Liberty Livewire, a division of Ascent Media, acquired Soundelux in 2000, and Stateman was appointed as executive vice president. “He really trained me to be his A-list supervising sound editor to handle the shows while he was handling the business, which is why I was responsible for shows like A Perfect Storm and Shrek.

Wilson was the lead sound designer and responsible for all the weather elements for A Perfect Storm. “I cut on the first LSR’s that JBL sent me,” he recalls, “and the film got nominated for an Oscar for Best Sound that year. I cut Shrek on the same speakers, which were an earlier version of the LSR’s.”
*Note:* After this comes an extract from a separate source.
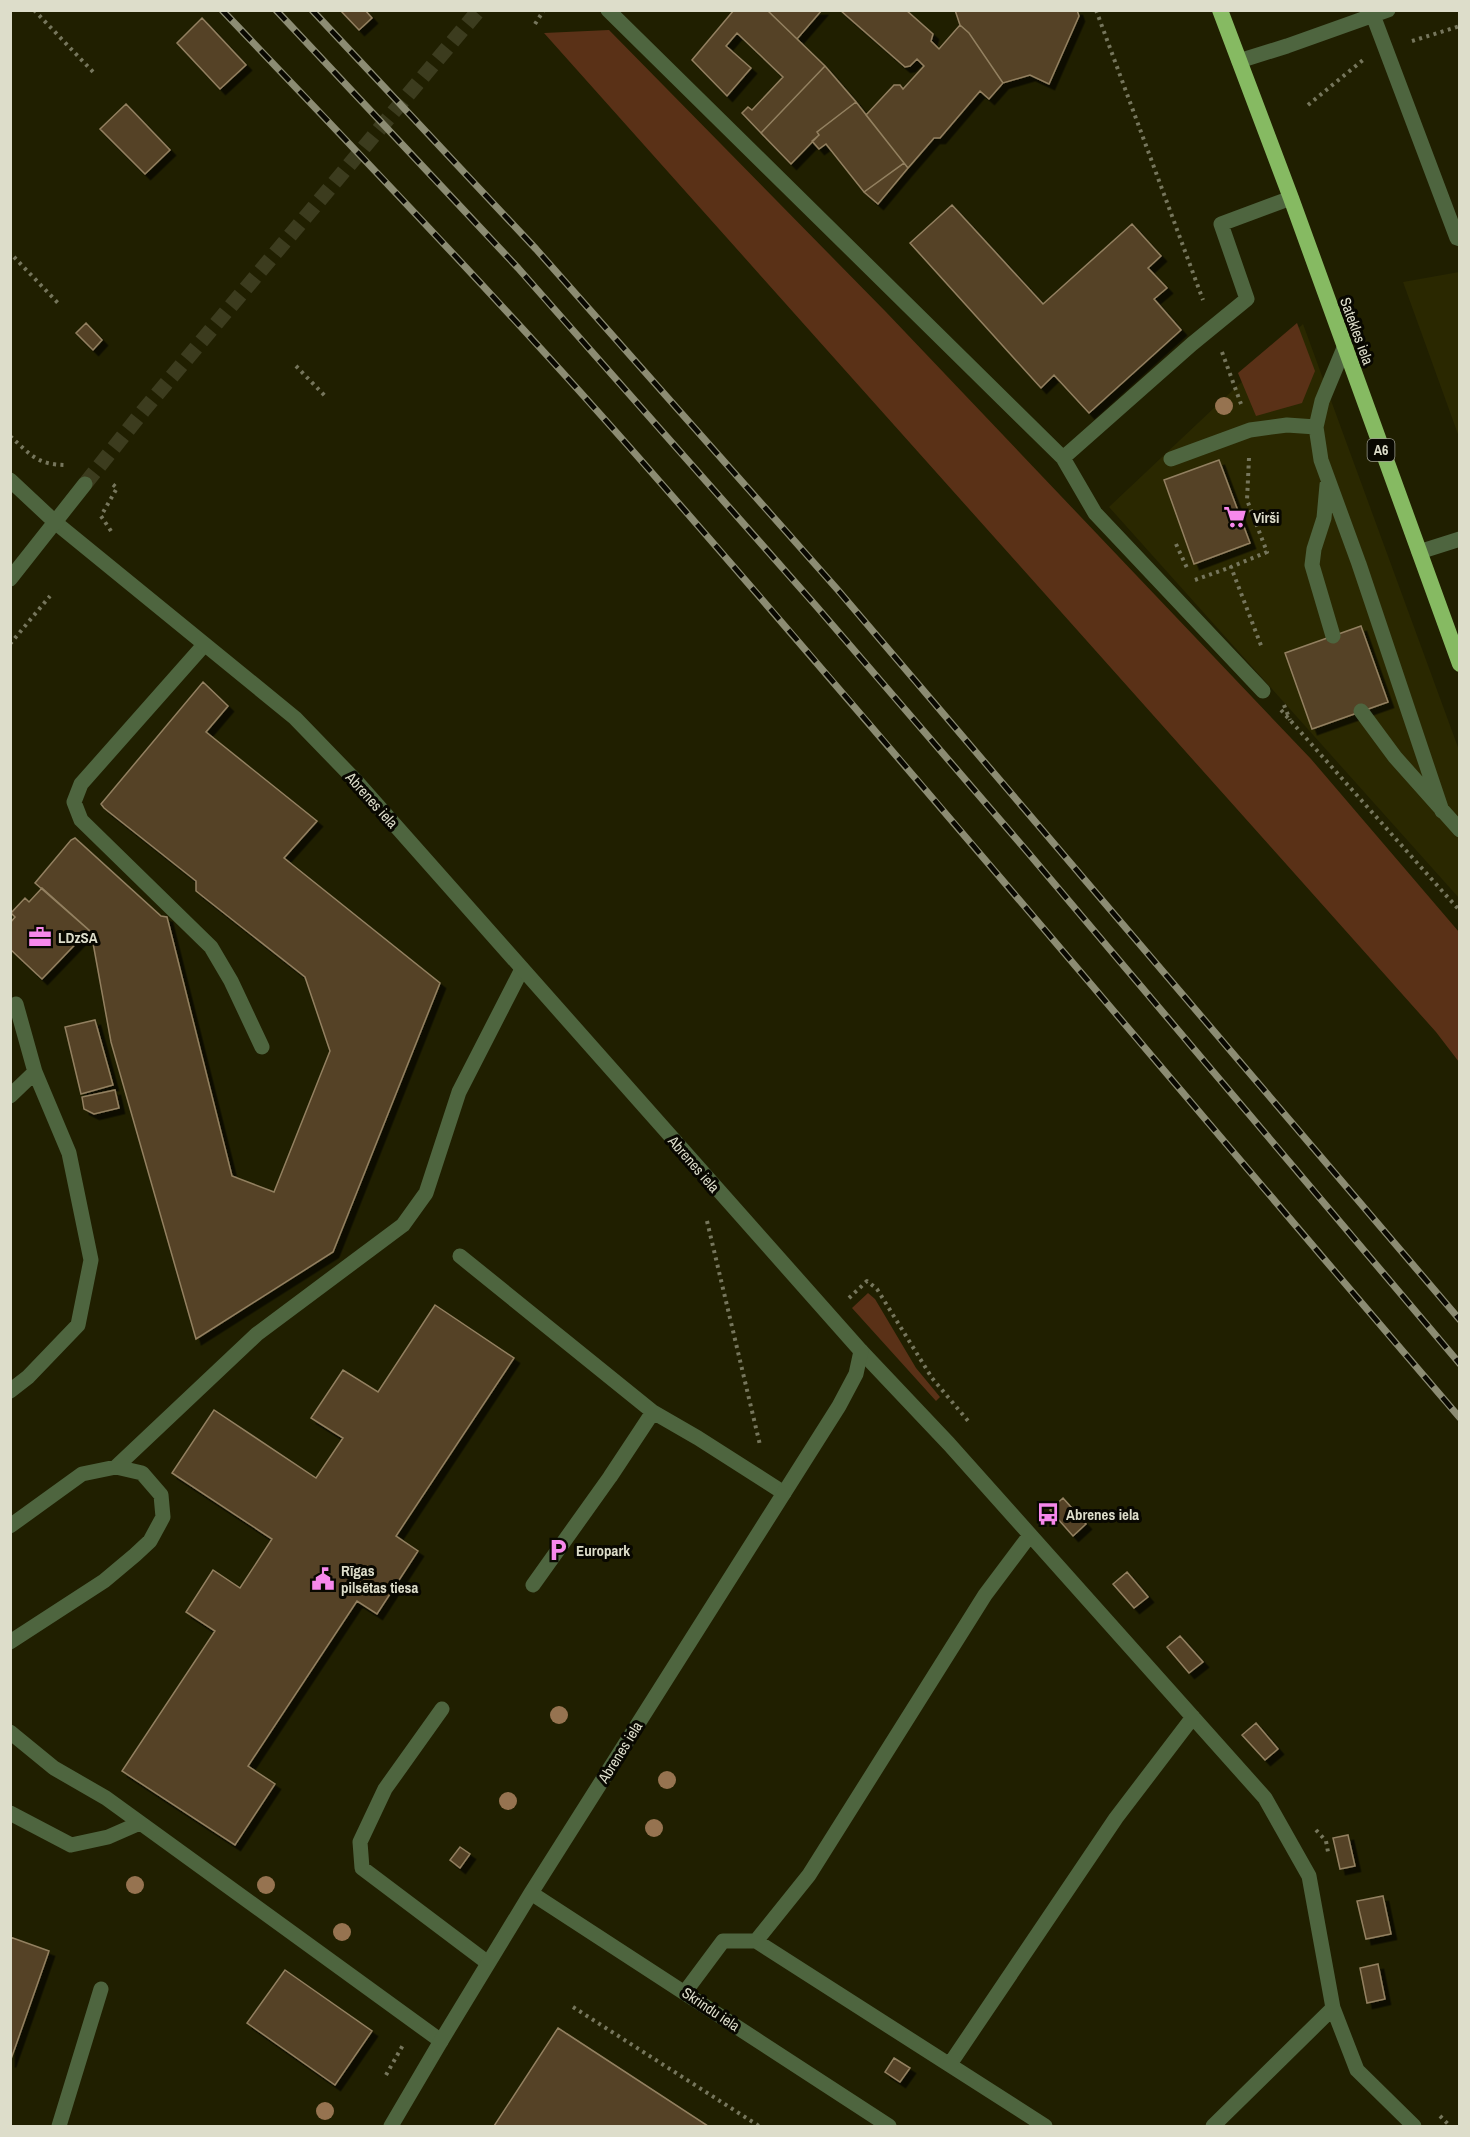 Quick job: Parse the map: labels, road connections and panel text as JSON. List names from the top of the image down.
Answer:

Fast-forward a few years and Wilson found himself working on another major animated film, this time using newer LSR’s with RMC technology. “On Shark Tale I cut everything on my 6300 Series speakers, at home — I have a Digidesign Pro Tools setup at the house — and at Technicolor. I find that, as in many crafts or businesses, you get an idea in the middle of the night or late in the day and you have to try to jot it down or try to organize your thoughts. So I have a machine at home as well. I just bring removable or Firewire drives back and forth between home and work, so that I can add to the flavor of the sound palette.”

He continues, “I find that, with the Room Mode Correction speakers, it seems that my mix at home is a bit truer to what I’m hearing on the big dub stage at Fox. Because of the room mode control, I don’t have the problem of standing waves.”

Shark Tale, like Shrek, was dubbed in West L.A. at the Fox lot on the Howard Hawkes stage by resident re-recording mixer Anna Behlmer and her regular mix partner, Andy Nelson. Behlmer typically introduces the Lexicon 960L multichannel reverb into the mix. “We’ll treat everything with that for effects and room and tone, and dialog, of course.”

Taking in $47.6 million on its opening weekend, Shark Tale went on to take the all-time record for box office receipts for the month of October, and will likely finish in the top 10 for 2004 with a domestic take of nearly $160 million and a worldwide gross of $308 million. The film features an all-star cast lending their voices to the film, including Will Smith, Jack Black, Robert DeNiro, Angelina Jolie, Martin Scorsese, and Rene Zellweger.

Next up for Wilson is Madagascar, on which he will again be working with the legendary Richard Anderson, Weddington’s main supervising sound editor, with whom he worked on Shark Tale. “It’s the next big DreamWorks animated film. It will be releasing in summer 2005, starring Ben Stiller, Chris Rock, Jada Pinkett Smith, and David Schwimmer.”